Temple Run 2 is the game of the moment. The main character, let’s call him Indiana, is running to escape an ancient temple with a stolen golden idol. Chased by a giant apelike beast, Indiana has to run through a maze of obstacles, fire breathing statues, rushing rivers, spinning spikes, all while collecting coins and gems for power ups and special abilities. But like a doomed Sisyphus of old, our intrepid adventurer can never escape. The longer he runs the faster the obstacles come until eventually he falls to his death. Then he starts the whole run over again from the beginning.
This little mobile game, Imangi Studio’s prettier and more well rounded remake of the first Temple Run, (besides being fun and challenging to play) broke records earlier this year becoming the fastest-downloaded mobile game in history. MacRumors has the numbers: “Temple Run 2 originally launched exclusively on the App Store on January 17 and quickly rose to the #1 slot in Free Apps, earning over six million downloads in less than 24 hours.”

But frankly, none of those statistics matter because the best part of Temple Run 2 isn’t even the game.

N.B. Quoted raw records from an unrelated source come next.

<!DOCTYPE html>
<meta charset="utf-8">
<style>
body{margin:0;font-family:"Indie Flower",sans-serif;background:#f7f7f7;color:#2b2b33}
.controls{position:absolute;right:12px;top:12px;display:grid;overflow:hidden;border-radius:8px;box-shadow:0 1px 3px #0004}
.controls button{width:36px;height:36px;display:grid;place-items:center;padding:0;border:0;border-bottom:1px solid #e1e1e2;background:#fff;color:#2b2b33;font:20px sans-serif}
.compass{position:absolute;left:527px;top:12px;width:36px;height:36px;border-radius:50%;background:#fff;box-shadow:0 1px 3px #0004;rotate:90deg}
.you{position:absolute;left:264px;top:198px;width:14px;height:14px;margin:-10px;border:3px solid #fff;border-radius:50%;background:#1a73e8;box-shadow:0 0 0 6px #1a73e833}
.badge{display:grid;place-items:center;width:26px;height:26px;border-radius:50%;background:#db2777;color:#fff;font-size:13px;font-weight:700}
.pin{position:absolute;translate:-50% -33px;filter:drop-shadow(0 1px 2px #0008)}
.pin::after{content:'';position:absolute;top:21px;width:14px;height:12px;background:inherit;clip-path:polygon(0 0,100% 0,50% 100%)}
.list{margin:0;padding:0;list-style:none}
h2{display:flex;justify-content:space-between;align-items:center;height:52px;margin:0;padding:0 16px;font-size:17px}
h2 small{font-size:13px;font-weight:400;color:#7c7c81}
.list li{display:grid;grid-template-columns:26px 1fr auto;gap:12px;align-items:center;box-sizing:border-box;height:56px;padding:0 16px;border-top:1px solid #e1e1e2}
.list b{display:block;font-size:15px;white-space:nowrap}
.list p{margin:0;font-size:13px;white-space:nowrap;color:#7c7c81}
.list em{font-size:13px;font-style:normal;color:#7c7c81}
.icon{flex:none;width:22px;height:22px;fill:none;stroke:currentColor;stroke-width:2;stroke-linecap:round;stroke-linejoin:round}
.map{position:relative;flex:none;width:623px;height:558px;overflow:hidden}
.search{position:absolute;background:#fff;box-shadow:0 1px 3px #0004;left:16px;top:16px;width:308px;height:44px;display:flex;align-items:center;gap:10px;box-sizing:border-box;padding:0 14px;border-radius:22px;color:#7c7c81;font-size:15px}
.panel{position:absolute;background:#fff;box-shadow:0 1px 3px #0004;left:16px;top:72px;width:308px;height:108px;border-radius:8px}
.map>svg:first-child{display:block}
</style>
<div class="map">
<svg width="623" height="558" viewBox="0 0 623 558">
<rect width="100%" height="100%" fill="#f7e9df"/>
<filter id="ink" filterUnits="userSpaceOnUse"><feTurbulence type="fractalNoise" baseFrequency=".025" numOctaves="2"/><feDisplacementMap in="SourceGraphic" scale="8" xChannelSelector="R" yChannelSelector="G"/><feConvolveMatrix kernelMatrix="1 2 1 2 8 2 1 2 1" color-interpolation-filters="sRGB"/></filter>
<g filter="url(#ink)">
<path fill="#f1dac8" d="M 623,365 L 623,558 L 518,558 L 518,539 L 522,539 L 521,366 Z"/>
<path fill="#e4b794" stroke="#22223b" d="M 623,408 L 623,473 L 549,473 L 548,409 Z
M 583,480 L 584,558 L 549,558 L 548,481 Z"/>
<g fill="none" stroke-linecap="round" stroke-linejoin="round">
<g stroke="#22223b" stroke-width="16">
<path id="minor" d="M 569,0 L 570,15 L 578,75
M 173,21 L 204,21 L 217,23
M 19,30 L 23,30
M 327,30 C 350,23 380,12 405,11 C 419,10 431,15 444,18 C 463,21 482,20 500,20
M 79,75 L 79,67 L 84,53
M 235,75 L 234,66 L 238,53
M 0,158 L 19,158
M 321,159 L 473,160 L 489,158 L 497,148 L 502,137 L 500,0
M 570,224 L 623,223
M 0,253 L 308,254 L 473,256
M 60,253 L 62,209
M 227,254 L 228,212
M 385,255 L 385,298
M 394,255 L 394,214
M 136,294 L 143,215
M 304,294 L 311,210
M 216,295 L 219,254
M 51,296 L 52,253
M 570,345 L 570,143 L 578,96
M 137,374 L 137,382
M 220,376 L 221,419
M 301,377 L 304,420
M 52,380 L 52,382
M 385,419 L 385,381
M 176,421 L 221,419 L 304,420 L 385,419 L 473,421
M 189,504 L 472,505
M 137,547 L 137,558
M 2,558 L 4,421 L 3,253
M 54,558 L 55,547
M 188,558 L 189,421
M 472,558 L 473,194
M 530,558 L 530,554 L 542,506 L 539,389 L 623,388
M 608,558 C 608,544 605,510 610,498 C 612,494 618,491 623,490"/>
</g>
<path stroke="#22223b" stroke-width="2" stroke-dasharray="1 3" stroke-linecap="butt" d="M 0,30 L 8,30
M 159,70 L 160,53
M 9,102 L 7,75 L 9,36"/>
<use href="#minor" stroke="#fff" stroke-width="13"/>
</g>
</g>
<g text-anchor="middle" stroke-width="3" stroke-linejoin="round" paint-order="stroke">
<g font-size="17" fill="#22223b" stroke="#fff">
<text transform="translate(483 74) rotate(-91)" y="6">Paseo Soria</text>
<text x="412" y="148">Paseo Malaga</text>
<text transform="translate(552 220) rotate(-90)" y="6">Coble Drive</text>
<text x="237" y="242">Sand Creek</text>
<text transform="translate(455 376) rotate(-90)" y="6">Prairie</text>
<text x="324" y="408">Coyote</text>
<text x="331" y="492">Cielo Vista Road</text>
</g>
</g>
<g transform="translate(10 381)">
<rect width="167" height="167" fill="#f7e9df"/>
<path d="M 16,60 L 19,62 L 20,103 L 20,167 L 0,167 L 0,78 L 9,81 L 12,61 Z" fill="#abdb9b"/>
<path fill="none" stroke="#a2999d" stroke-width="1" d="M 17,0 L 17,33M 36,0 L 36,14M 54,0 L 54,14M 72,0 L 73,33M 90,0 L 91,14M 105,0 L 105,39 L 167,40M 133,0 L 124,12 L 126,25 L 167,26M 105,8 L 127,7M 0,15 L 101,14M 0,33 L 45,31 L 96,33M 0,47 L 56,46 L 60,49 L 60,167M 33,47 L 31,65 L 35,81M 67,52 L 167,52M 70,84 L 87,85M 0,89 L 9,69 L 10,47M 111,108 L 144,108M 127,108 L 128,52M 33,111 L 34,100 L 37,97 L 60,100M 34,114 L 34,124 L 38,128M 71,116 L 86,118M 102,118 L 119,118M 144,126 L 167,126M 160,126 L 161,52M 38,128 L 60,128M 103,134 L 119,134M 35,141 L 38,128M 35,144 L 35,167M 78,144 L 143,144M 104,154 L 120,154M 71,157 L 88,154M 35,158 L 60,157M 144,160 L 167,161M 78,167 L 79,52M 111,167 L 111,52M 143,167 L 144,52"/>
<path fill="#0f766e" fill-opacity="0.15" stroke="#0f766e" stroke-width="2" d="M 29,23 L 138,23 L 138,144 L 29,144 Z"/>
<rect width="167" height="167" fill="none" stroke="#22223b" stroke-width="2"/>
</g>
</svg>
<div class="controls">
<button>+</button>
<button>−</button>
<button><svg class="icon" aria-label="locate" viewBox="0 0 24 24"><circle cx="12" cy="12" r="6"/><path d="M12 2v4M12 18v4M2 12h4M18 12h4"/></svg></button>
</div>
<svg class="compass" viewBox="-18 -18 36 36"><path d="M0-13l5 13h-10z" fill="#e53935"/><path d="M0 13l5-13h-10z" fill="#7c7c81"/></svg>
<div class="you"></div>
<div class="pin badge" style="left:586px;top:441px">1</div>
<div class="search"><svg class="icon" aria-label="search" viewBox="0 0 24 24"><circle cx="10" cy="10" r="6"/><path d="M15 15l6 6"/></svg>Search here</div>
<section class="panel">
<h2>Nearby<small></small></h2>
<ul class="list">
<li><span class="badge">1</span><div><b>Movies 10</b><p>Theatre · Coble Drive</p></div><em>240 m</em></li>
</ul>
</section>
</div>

The best part is playing through life after life on the way home from work on the BART. Swiping to jump, tilting your phone or tablet wildly from side to side, clearing your mind from a day at work only to see someone — an older guy in a business suit or a high school girl with patches all over her backpack — sitting one seat away doing the exact same thing. It’s like a giant game of citywide multiplayer, no internet required.
Ever participate in the One City One Book program put on by your local public library? These community reading programs try to expand the book club concept to cover the entire city. One City One Book attempts to get people reading and talking about the same book at the same time. It’s a great feeling to sit on the train or at a coffee shop with your paperback only to see someone else reading the same book a few tables away. Even though you’re unlikely to actually talk to the person you feel a kind of instant kinship with them when otherwise they would have just been another stranger. Happiness gurus talk about the necessity of feeling like part of a community for the purposes of everyday contentment. Playing this game, at least while it’s still wildly popular, does just that.